◆ ACTIVITY: Filter the entries that follow, copying every line in which the word "Quick" appears.

◆ EXTRACTED RECORDS:
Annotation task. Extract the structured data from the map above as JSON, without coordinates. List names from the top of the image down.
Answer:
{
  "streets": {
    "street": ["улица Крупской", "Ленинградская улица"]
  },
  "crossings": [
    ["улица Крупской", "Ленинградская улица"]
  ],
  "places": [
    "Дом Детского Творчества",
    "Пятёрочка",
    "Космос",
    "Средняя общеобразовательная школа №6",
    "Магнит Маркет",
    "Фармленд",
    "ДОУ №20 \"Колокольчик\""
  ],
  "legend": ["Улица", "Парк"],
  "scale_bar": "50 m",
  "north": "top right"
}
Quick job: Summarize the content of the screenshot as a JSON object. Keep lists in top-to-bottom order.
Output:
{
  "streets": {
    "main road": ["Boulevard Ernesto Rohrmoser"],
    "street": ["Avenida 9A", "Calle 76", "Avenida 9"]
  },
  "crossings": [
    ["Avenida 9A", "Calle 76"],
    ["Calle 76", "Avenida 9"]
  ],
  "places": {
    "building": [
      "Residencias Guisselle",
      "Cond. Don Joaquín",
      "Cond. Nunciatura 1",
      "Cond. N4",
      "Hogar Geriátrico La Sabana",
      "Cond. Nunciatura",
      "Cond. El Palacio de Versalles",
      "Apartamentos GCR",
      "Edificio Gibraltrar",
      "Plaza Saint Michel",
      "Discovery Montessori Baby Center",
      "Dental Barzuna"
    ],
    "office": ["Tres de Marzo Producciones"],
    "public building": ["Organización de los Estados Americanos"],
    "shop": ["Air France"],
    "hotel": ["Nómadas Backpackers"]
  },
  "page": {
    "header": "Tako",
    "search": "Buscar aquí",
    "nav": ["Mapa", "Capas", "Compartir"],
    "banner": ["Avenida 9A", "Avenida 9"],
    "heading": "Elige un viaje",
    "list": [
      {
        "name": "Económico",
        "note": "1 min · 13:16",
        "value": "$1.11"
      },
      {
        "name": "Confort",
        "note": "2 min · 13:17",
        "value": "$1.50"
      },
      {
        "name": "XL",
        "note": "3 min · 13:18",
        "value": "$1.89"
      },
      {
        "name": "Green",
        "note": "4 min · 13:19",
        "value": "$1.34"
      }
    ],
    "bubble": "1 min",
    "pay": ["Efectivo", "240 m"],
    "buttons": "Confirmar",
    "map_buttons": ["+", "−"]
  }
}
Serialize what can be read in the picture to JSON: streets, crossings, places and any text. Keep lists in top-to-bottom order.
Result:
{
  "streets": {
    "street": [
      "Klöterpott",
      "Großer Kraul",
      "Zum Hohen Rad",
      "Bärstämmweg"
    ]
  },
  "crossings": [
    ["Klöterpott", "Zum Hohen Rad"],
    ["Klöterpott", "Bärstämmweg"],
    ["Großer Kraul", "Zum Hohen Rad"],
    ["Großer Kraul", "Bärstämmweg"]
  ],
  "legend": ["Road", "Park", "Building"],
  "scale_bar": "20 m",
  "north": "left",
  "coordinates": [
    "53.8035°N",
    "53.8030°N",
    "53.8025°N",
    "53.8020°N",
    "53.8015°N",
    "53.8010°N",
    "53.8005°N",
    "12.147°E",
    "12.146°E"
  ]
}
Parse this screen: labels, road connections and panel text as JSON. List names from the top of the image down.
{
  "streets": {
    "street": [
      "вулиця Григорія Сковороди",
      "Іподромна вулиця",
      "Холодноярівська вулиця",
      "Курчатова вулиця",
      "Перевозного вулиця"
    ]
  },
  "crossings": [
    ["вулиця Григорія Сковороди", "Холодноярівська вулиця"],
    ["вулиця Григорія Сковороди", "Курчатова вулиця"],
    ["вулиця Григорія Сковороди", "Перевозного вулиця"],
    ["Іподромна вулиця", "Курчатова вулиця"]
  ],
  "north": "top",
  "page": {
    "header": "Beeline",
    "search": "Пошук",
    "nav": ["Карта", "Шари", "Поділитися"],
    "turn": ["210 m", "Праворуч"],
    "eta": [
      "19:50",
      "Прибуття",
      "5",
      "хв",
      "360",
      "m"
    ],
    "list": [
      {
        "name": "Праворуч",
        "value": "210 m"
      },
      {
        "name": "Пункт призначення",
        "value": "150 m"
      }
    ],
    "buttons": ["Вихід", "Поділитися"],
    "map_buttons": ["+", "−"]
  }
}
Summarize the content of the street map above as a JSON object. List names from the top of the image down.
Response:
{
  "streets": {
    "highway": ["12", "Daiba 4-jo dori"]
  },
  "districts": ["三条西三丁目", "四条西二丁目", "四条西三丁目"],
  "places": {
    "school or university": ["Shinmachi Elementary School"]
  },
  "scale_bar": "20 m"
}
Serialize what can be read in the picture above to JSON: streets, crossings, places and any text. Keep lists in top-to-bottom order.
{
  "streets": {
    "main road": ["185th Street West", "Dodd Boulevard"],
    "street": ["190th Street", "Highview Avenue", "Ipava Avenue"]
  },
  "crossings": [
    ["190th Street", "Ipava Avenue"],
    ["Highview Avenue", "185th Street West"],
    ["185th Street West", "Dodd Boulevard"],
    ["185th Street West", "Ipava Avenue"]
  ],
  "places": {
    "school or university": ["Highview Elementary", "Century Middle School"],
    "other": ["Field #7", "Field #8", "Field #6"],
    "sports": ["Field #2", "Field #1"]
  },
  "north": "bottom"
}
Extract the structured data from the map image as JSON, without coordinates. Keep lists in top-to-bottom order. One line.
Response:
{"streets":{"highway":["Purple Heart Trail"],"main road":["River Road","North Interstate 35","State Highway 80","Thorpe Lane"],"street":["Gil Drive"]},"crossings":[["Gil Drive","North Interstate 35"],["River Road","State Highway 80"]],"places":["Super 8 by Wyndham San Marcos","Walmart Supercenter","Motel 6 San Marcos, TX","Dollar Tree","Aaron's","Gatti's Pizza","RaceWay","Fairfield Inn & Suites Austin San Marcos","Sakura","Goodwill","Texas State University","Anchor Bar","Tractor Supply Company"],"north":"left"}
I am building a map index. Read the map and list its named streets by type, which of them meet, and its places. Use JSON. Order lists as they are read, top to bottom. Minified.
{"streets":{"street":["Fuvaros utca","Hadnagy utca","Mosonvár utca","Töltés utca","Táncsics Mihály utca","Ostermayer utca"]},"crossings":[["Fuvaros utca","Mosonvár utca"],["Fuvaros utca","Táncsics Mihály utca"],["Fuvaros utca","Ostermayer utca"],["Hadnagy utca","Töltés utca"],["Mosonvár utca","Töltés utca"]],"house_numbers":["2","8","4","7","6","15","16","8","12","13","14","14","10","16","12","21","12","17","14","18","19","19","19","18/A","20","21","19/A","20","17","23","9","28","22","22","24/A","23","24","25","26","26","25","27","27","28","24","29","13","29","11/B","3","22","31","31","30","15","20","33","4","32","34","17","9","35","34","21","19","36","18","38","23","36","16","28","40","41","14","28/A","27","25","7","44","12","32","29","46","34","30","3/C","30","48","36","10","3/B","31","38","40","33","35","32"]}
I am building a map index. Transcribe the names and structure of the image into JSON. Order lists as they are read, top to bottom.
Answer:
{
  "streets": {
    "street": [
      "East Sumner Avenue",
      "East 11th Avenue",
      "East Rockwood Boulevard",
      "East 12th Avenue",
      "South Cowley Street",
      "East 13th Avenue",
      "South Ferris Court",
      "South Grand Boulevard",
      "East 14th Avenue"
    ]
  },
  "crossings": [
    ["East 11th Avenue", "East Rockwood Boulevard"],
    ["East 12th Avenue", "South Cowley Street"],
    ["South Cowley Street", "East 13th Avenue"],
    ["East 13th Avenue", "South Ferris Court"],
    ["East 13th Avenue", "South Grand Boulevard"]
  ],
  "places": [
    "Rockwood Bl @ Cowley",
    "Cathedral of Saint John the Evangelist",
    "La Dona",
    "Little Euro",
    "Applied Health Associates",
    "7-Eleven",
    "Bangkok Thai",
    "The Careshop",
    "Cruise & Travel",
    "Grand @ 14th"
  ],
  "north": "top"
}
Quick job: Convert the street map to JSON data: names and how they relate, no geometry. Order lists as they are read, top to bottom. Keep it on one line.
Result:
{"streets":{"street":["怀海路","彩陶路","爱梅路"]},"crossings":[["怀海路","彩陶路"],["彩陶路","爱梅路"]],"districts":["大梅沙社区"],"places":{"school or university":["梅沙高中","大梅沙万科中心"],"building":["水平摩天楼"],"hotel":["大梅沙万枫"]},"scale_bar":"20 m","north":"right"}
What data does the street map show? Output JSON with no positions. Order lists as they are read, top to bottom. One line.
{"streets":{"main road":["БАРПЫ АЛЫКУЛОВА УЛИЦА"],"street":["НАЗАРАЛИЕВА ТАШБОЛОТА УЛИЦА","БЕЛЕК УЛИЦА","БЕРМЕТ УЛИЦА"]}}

◆ EXERCISE ANSWER:
Quick job: Summarize the content of the screenshot as a JSON object. Keep lists in top-to-bottom order.
Quick job: Convert the street map to JSON data: names and how they relate, no geometry. Order lists as they are read, top to bottom. Keep it on one line.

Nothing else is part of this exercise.